Ds I asked about ASD/ADHD almost every year from year R upwards. I got "summer boy" "grow out of it" "he's a bright boy" "he's doing fine" and similar comments. He was diagnosed with both aged 13yo, and I so wish I'd pushed earlier.
Not that I wanted the diagnosis, but more that it comes with understanding and strategies to help him. Once he had the diagnosis, then it means that when he struggles, people understand that he isn't just being naughty, but he is finding it hard.
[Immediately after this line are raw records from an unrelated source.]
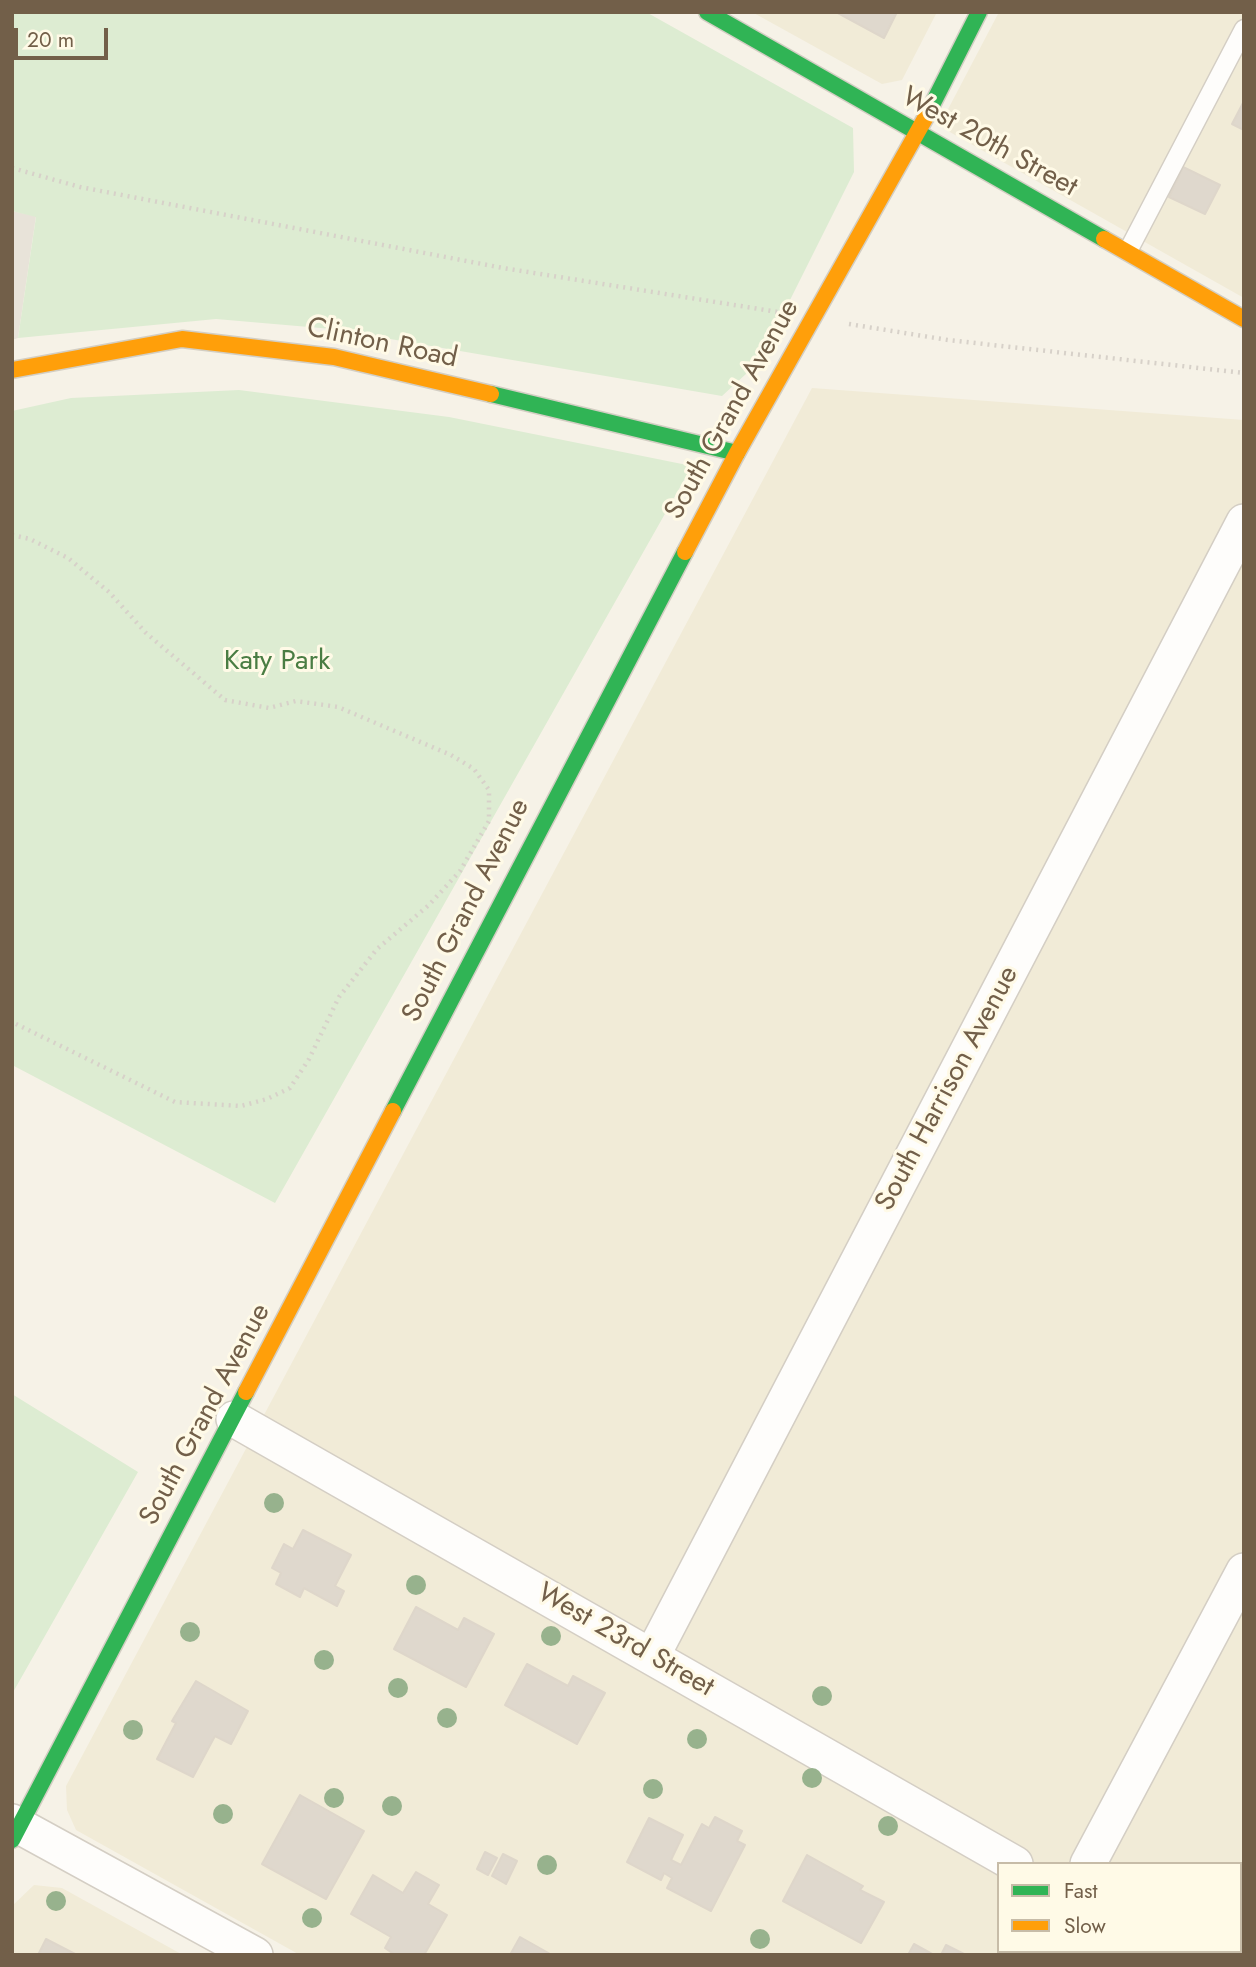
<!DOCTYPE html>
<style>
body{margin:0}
#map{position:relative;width:1256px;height:1967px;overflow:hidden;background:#f6f2e7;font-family:Jost,sans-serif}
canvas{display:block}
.frame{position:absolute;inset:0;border:14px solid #725f49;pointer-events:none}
.legend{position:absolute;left:997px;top:1862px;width:245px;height:91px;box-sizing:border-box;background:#fffae7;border:2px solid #c7bca8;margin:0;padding:9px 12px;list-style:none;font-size:21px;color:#725f49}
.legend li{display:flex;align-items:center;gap:14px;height:35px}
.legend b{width:35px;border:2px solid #c7bca8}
.scale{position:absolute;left:14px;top:28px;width:94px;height:32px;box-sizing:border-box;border:4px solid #725f49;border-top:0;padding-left:9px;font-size:21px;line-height:24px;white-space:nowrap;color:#725f49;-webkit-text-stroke:5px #fffae7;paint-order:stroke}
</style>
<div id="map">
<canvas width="1256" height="1967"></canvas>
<div class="frame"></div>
<ul class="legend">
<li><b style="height:9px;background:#30b455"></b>Fast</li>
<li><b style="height:9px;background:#ff9f0a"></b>Slow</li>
</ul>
<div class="scale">20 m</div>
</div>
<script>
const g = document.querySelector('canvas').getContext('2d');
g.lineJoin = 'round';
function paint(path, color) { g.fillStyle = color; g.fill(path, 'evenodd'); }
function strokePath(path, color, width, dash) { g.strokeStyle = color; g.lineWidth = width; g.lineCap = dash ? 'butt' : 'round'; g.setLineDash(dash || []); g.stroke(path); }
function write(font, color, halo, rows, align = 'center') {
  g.font = font + ' Jost,sans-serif'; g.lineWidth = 6; g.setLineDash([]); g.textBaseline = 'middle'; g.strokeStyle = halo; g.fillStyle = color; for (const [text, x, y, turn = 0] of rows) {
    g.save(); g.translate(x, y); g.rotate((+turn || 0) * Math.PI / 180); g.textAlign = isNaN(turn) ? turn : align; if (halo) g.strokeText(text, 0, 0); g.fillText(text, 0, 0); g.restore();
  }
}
paint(new Path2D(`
 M752 12H937L902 80 882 84Z
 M999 12H1244V298L948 131 945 115Z
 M812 388 1244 420V1955H300L76 1830 67 1810 66 1786ZM999 1864H1240V1951H999Z
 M34 1885 62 1888 183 1955H12V1906Z`), '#f1ebd7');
paint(new Path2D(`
 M12 211 36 216 18 338 12 340Z`), '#e8e3d9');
paint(new Path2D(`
 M12 12H646L853 128 854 172 759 362 722 396 332 329 216 319 18 338 36 217 12 211Z
 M239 390 449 417 692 466 275 1203 14 1066 12 1068V411L71 398Z
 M12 1394 138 1472 12 1694Z`), '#ddecd2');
const building = new Path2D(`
 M836 12H897L884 38Z
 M1244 101V130L1232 124Z
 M1183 167 1220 185 1205 214 1169 197Z
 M303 1530 351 1555 335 1586 344 1591 337 1606 304 1588 300 1597 276 1584 281 1573 272 1568 284 1544 293 1549Z
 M416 1607 458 1630 464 1618 494 1634 466 1687 394 1649Z
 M527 1664 568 1686 573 1676 605 1693 577 1744 505 1705Z
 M196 1681 248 1711 231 1744 215 1736 193 1777 157 1759 176 1723 172 1721Z
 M300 1795 364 1831 326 1899 262 1864Z
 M715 1817 742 1831 737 1841 745 1845 711 1911 667 1888 672 1878 664 1873 661 1880 627 1862 649 1818 683 1835 671 1860 681 1865 702 1824 709 1828Z
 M485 1852 497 1858 488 1875 477 1869Z
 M503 1854 517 1861 506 1884 492 1876Z
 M807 1855 863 1886 860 1890 884 1902 861 1943 783 1901Z
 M416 1872 439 1885 428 1904 447 1915 424 1955H395L385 1948 391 1937 351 1914 373 1875 403 1893Z
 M520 1937 552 1955H510Z
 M46 1939 77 1955H38Z
 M914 1944 934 1955H908Z
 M946 1945 966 1955H941Z`);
paint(building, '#dfd8cd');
strokePath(building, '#ded6ca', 2);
const lane = new Path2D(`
 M1128 251 1244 29`);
const street = new Path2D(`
 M234 1419 1015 1864
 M652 1656 1244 522
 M12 1822 255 1955
 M1088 1864 1244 1571
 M1176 1951 1182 1955
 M1040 1955 1041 1951`);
const fast = new Path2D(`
 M707 12 1104 239
 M927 115 979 12
 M491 394 737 453
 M393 1111 685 552
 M12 1840 246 1392`);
const slow = new Path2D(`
 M1104 239 1244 319
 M12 370 182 339 334 357 491 394
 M685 552 737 453 927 115
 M246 1392 393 1111`);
strokePath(lane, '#d4cec4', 21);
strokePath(street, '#d4cec4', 38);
strokePath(fast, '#d3cec3', 19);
strokePath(slow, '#d3cec3', 19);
strokePath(new Path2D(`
 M12 168 80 187 503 268 778 312
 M849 324 948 340 1244 373
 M12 535 30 539 68 558 109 592 146 633 225 700 269 708 296 701 338 707 451 755 474 769 489 790V821L460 871 429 905 377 949 339 997 309 1059 290 1088 267 1099 241 1106 175 1102 12 1022`), '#d7d1c9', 4.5, [2, 5]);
strokePath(lane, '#fefdfb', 18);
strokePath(street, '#fefdfb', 35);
strokePath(fast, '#30b455', 16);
strokePath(slow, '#ff9f0a', 16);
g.fillStyle = '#97b28d';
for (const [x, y] of [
 [274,1503],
 [416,1585],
 [190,1632],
 [551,1636],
 [324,1660],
 [398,1688],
 [822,1696],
 [447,1718],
 [133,1730],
 [697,1739],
 [812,1778],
 [653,1789],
 [334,1798],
 [392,1806],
 [223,1814],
 [888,1826],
 [547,1865],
 [56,1901],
 [312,1918],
 [760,1939]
]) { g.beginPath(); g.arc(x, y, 10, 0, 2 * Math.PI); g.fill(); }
write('28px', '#725f49', '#fffae7', [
 ["West 20th Street",989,143,29],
 ["Clinton Road",382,344,12],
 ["South Grand Avenue",733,410,-61],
 ["South Grand Avenue",467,911,-63],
 ["South Harrison Avenue",948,1089,-62],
 ["South Grand Avenue",206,1415,-62],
 ["West 23rd Street",625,1641,30]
]);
write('28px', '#4a7d43', '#fffae7', [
 ["Katy Park",277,662]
]);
</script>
That also rather than dismissing him as being a pain, they look at strategies to help.
Things that I had just thought were part of him, I realise are connected with his ASD. That when he puts his hoodie up and zips it up to his nose, it isn't him being antisocial and awkward (he looks like a little thug!) - it's a protection to him, a way of just giving his own space. When the hoodie comes off, then he's feeling comfortable again.

With ds I never realised how much school effected him until the second lockdown. The Sunday evening bad mood which I'd never really thought about returned the day before school reopened, and it was a lightbulb moment for me as how much he was masking at school.

Academically (he's now doing A-levels) he's doing great. Most of the time he's not needing any extra support. But having the fall back of the support being there when he struggles is a big thing. Just having it there reduces his need for it.

Ask the head what he wants referral for. I suspect ASD simply from you using the term "outbursts". I may be totally wrong. But it also will help with the methods they use to help. It's not a label to be fearful of; it's more a handle to help understand and support your dc.